La parti a traversé la dernière décennie du XXème siècle et la première du XXIème avec des hauts et des bas, d’éclatantes victoires comme l’élection de Marco Formentini en tant que Maire de Milan en 1993, ou la participation à plusieurs gouvernements, mais aussi de débâcles et défaites plus ou moins cinglantes.

Bossi est resté aux commandes du parti durant toutes ces années, devenant ministre de plusieurs gouvernements successifs de Silvio Berlusconi et poussant son parti vers une stratégie dite “di lotta e di governo”, de lutte et de gouvernement, synthèse de la capacité qu’ont certains populistes quand ils arrivent au pouvoir à continuer à cracher sur l’élite politique tout en en faisant partie.

Les choses n’allaient donc pas si mal pour la Ligue jusqu’à 2012, quand le parti est secoué par un scandale sans précédents. Bossi et certains de ses proches collaborateurs sont accusés d’avoir détourné des centaines de milliers d’euros  à des fins personnelles, notamment pour acheter voitures, articles de luxe ou… un diplôme d’une fausse université albanaise pour le cadet de la famille : Renzo Bossi.

Suite à ce tremblement de terre, Umberto Bossi a démissionné de sa charge de premier secrétaire du parti, et a été remplacé fin 2013 par Matteo Salvini, jeune chef de groupe de la Ligue au Conseil communal de Milan, eurodéputé et tenant de l’aile dure du parti.

                                   Salvini en Une de l’hebdomadaire “Oggi” du 4 décembre 2014

En moins de quatre ans Salvini a transformé la Ligue d’un parti indépendantiste à un parti nationaliste, renforçant le discours xénophobe et anti-système qui était déjà le sien et gommant toute hostilité vis-à-vis des italiens du Sud.

L’ennemi pour la Ligue ce ne sont plus les méridionaux ou la bureaucratie romaine, mais les immigrés et l’Union Européenne.

Avec une admiration affichée pour Marine Le Pen et un certain goût pour la peopolisation ( voir ci-dessus)  Salvini a réussi l’exploit de garder sa base électorale lombarde, vénitienne ou piémontaise tout en élargissant son électorat aux régions du Centre et du Sud de la Péninsule, jusque là plutôt réfractaires à voter pour un parti qui les insultait et méprisait ouvertement.

 

Des sections de la Ligue ont été créées dans toutes les régions d’Italie, et des listes présentées sous la dénomination “Noi con Salvini” (nous avec Salvini) aux élections régionales en Sardeigne et dans les Pouilles.

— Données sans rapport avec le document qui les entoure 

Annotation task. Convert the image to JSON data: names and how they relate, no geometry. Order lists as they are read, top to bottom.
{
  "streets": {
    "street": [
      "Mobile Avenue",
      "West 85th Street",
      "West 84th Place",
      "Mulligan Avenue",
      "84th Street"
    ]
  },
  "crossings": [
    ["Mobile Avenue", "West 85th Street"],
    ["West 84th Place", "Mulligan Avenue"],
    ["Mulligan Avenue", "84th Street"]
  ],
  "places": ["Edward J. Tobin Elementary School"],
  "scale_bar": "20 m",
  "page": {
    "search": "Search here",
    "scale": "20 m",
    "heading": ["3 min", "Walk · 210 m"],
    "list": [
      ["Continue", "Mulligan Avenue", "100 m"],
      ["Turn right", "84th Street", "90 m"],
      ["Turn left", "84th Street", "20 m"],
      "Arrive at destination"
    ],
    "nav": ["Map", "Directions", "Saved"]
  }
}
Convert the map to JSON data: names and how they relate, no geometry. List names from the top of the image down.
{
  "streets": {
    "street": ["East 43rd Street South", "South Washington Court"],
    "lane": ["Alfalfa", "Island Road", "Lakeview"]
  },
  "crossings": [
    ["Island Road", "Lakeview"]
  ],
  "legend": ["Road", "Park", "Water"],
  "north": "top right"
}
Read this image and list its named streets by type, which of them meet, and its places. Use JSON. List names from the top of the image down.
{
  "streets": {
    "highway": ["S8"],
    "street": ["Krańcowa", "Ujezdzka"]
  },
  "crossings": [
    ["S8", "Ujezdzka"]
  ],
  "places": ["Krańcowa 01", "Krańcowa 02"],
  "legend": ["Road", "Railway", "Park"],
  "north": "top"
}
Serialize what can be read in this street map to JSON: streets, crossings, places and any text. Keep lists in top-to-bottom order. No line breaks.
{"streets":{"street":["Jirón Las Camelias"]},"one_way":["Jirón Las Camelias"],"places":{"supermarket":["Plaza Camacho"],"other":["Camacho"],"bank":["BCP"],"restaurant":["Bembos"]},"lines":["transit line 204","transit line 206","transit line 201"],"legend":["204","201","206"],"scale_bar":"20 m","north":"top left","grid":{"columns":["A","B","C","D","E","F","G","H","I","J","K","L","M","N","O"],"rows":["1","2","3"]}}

Le thème de la lutte contre l’immigration a été développé à l’extrême, au point de s’allier à des mouvements ouvertement fascistes comme Casa Pound pour organiser des manifestations et marches anti-étrangers.

La Ligue est ainsi devenue une sorte de copie italienne du Front National, et le dernier pas de cette spectaculaire et inquiétante transformation a été franchi à la fin du mois d’octobre 2017, avec l’abandon du terme “Nord” dans le nom officiel du parti.

Alliée avec Forza Italia, le parti de Berlusconi, et les néo-fascistes de Fratelli d’Italia, la Ligue pourrait faire partie des grands gagnants des élections du 4 mars.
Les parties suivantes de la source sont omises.